• Exercise:
Search the listing for the word "linejoin" and return each line that contains it.
(Records shown Opens)
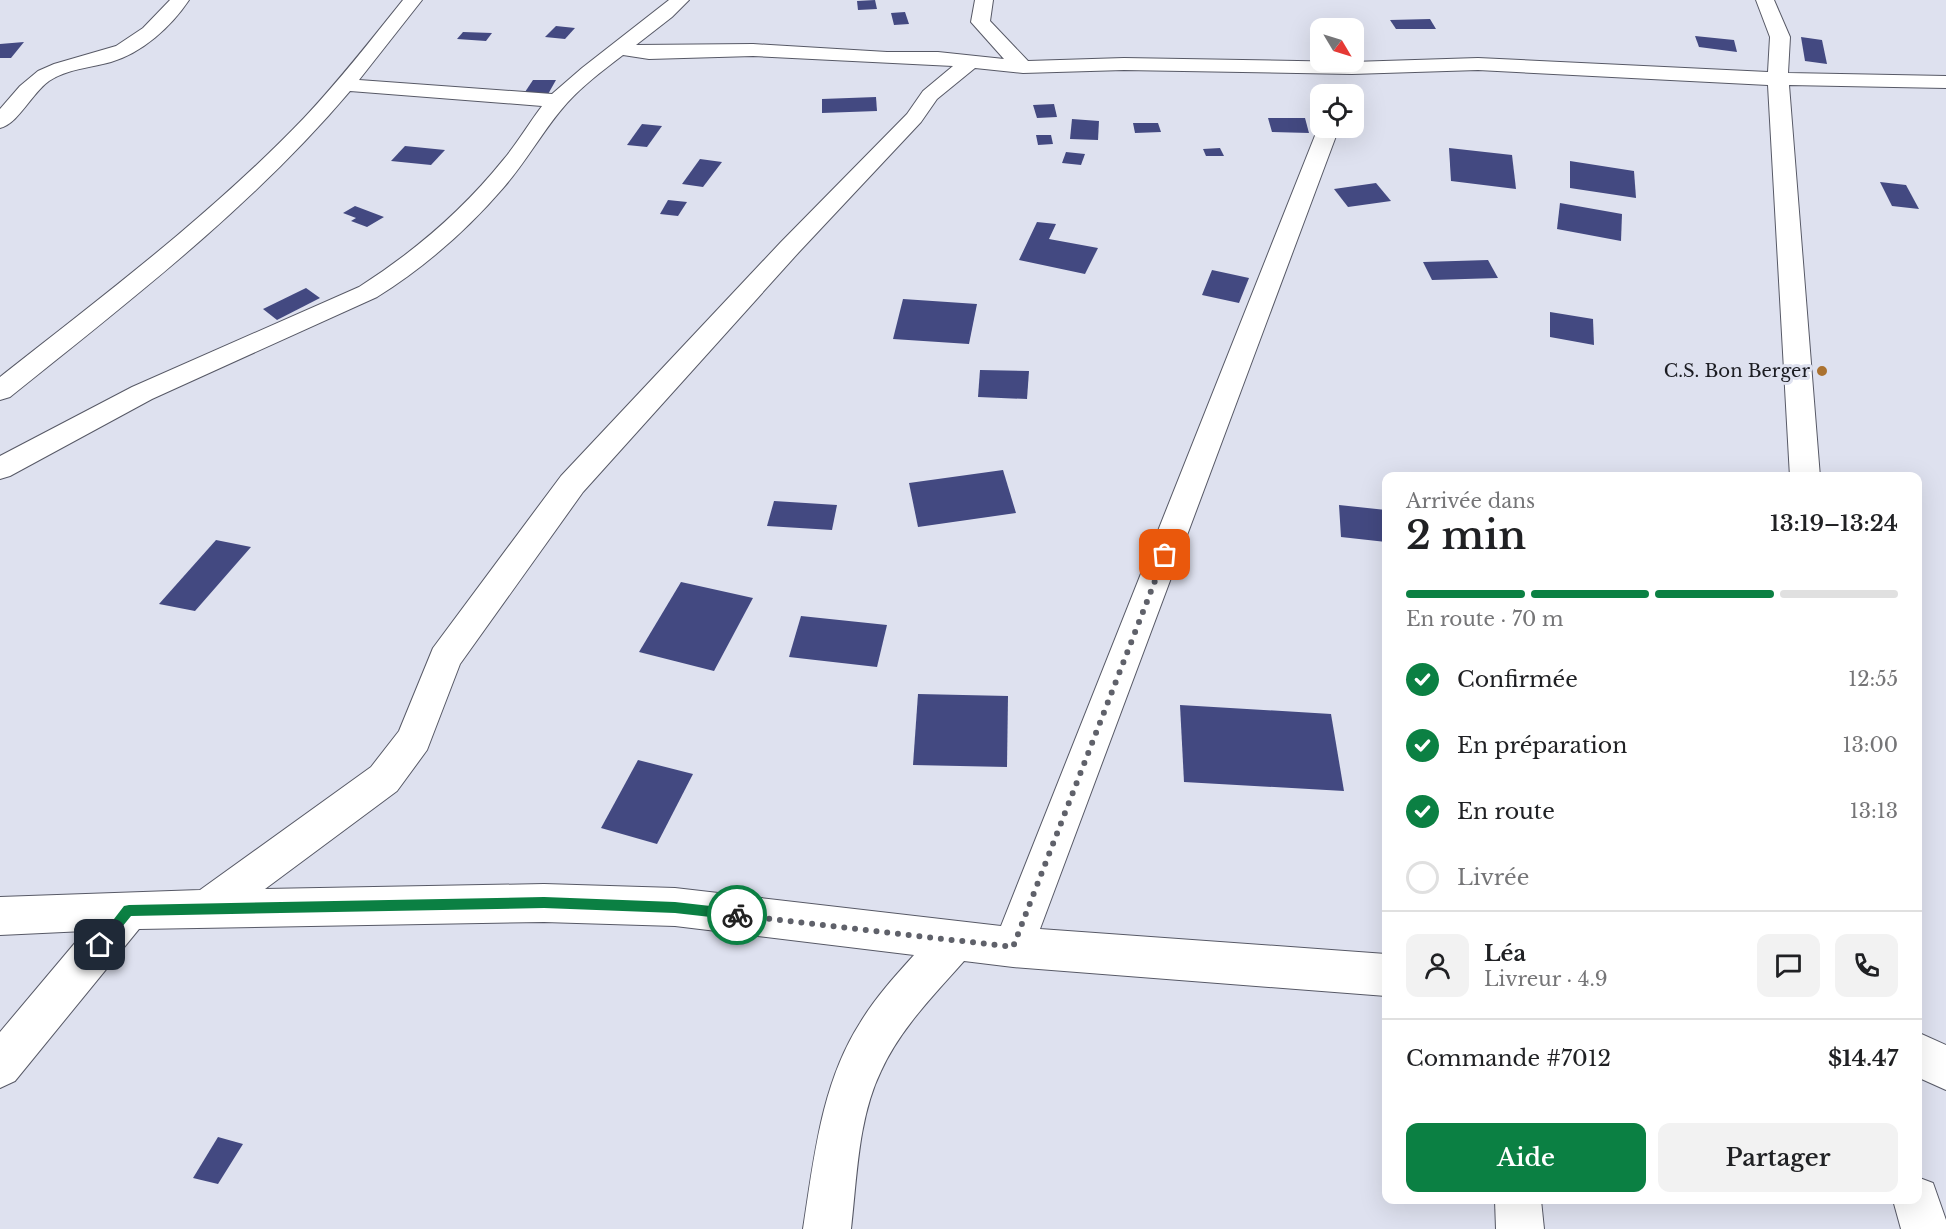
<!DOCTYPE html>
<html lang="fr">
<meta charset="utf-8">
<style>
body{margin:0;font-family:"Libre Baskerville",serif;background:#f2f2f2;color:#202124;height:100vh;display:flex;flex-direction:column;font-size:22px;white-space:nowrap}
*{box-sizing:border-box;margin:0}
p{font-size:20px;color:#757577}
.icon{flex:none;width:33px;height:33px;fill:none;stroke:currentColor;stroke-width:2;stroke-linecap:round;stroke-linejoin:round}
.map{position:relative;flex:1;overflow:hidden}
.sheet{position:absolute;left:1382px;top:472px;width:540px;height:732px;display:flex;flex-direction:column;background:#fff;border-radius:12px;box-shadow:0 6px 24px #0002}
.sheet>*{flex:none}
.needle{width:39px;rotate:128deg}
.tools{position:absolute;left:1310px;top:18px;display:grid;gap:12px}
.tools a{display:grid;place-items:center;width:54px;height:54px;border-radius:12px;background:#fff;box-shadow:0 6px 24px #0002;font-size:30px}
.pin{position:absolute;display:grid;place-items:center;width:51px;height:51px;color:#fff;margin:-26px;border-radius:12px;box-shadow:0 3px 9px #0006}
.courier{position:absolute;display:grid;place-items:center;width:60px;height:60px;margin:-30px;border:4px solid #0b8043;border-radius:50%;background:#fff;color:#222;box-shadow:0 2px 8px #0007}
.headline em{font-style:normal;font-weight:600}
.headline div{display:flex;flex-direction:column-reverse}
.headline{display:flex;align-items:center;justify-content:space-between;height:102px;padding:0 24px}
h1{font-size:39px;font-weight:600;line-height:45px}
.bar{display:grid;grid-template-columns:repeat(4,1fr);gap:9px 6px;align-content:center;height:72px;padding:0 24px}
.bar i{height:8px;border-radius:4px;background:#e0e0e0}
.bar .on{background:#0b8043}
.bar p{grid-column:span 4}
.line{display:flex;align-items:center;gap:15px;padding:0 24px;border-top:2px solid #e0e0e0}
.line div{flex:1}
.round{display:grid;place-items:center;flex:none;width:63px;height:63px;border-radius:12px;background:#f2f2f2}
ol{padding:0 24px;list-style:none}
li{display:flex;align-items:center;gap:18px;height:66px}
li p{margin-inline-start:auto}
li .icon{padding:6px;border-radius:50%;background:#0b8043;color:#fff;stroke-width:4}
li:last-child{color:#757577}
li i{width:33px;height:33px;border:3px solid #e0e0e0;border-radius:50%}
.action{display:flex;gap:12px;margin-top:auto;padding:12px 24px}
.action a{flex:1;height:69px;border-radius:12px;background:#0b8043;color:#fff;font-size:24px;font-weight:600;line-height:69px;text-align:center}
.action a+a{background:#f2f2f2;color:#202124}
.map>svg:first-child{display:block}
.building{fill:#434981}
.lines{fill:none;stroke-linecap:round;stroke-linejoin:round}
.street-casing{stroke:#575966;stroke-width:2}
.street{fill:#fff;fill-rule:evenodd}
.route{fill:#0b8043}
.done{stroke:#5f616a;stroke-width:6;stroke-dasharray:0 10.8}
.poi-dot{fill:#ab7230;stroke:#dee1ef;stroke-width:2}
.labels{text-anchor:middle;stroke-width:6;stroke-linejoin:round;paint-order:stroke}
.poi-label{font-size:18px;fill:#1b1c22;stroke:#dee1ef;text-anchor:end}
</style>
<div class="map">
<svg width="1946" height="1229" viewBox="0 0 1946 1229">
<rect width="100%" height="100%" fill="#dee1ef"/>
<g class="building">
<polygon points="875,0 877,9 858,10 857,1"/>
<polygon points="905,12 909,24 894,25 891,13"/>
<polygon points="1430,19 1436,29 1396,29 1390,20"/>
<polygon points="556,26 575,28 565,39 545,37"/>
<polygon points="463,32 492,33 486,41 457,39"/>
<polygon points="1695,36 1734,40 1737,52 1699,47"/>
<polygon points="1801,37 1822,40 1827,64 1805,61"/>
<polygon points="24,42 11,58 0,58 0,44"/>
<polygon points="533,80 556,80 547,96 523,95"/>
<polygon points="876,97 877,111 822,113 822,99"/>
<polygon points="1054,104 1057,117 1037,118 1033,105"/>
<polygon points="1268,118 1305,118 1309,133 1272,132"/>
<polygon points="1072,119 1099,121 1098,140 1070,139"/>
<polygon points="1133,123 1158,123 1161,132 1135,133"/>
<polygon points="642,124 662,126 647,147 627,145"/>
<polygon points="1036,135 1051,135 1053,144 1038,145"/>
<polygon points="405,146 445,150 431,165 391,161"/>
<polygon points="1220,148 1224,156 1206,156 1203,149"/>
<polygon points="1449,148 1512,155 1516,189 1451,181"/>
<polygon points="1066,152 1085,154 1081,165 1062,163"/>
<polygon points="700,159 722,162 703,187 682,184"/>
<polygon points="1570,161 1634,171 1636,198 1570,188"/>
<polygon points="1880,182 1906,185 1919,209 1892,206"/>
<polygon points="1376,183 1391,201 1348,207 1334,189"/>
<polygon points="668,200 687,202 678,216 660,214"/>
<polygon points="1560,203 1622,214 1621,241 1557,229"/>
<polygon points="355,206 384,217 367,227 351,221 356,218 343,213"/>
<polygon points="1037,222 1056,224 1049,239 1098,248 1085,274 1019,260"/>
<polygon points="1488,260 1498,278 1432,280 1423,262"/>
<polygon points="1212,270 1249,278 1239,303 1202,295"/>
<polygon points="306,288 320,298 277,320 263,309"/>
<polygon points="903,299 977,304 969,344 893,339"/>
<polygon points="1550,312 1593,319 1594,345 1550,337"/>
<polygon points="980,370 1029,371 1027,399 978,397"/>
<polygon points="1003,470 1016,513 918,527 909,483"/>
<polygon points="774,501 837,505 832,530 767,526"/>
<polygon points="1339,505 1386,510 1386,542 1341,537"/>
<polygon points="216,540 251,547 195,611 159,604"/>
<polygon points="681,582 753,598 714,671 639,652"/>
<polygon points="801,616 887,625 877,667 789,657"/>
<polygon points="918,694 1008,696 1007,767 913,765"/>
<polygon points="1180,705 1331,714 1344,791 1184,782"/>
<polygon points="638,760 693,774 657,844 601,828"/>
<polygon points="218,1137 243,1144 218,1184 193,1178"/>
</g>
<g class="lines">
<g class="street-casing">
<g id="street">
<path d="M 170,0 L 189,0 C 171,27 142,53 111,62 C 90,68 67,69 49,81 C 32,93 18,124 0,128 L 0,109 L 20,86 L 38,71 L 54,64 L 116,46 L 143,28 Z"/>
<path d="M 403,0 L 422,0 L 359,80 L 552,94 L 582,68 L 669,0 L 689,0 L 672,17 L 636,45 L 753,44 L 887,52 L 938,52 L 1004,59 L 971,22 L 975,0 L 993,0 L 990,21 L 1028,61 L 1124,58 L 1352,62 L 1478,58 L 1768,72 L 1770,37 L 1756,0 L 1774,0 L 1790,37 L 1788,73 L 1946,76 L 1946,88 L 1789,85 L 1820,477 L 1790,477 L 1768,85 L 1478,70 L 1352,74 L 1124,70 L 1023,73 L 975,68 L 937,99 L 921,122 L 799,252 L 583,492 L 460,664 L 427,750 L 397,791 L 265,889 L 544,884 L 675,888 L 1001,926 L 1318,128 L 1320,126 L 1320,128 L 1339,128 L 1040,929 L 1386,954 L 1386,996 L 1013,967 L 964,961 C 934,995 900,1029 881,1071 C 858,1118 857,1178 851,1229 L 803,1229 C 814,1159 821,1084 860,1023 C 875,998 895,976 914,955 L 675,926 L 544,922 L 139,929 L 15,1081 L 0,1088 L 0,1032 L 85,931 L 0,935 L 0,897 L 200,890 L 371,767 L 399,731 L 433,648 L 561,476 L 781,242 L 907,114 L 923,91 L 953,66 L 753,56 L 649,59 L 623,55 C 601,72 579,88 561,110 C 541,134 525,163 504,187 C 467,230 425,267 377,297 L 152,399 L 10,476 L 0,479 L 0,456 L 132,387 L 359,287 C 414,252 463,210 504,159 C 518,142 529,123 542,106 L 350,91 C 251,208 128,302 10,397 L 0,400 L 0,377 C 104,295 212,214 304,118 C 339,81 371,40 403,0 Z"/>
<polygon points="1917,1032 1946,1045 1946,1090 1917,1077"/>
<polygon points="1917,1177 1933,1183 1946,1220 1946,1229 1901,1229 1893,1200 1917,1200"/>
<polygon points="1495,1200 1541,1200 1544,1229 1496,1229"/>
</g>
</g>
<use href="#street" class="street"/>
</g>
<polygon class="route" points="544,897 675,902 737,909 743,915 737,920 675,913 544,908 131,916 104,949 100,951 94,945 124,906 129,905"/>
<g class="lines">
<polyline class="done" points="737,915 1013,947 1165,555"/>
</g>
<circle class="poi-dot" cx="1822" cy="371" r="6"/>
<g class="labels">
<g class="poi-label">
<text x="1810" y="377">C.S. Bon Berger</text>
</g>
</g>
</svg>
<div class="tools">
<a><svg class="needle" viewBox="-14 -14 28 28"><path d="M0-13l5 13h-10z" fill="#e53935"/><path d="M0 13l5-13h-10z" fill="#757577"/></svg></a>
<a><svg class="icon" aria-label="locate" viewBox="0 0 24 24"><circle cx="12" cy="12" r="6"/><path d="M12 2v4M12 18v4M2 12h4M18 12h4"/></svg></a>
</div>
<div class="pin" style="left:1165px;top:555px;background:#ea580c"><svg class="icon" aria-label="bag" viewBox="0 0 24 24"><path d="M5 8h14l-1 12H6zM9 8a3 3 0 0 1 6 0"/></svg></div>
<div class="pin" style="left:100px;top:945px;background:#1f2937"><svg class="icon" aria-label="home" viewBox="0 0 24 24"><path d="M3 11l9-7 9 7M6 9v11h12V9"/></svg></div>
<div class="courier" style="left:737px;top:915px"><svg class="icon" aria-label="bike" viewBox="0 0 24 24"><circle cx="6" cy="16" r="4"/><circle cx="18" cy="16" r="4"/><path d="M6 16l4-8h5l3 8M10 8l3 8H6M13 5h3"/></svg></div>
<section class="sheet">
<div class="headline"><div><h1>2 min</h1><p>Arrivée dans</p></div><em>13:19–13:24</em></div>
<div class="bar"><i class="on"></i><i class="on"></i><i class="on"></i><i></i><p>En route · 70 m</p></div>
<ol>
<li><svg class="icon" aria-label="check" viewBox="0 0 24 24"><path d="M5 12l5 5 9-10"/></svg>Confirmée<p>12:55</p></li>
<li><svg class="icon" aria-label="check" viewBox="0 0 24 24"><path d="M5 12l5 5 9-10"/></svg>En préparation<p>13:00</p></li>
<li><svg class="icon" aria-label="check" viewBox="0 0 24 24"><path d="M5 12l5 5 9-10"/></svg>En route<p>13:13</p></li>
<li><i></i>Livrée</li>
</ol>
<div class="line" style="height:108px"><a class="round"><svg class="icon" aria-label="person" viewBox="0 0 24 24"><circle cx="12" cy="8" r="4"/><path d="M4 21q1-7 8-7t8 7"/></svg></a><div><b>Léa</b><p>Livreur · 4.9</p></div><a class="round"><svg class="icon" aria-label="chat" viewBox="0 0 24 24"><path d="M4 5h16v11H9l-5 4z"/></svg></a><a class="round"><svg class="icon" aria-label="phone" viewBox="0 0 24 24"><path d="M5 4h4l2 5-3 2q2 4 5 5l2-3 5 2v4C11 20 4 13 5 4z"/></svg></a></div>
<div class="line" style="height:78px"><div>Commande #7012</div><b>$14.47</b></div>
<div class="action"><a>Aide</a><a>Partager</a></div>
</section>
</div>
(Records shown Closes)
• Solution to this problem:
.icon{flex:none;width:33px;height:33px;fill:none;stroke:currentColor;stroke-width:2;stroke-linecap:round;stroke-linejoin:round}
.lines{fill:none;stroke-linecap:round;stroke-linejoin:round}
.labels{text-anchor:middle;stroke-width:6;stroke-linejoin:round;paint-order:stroke}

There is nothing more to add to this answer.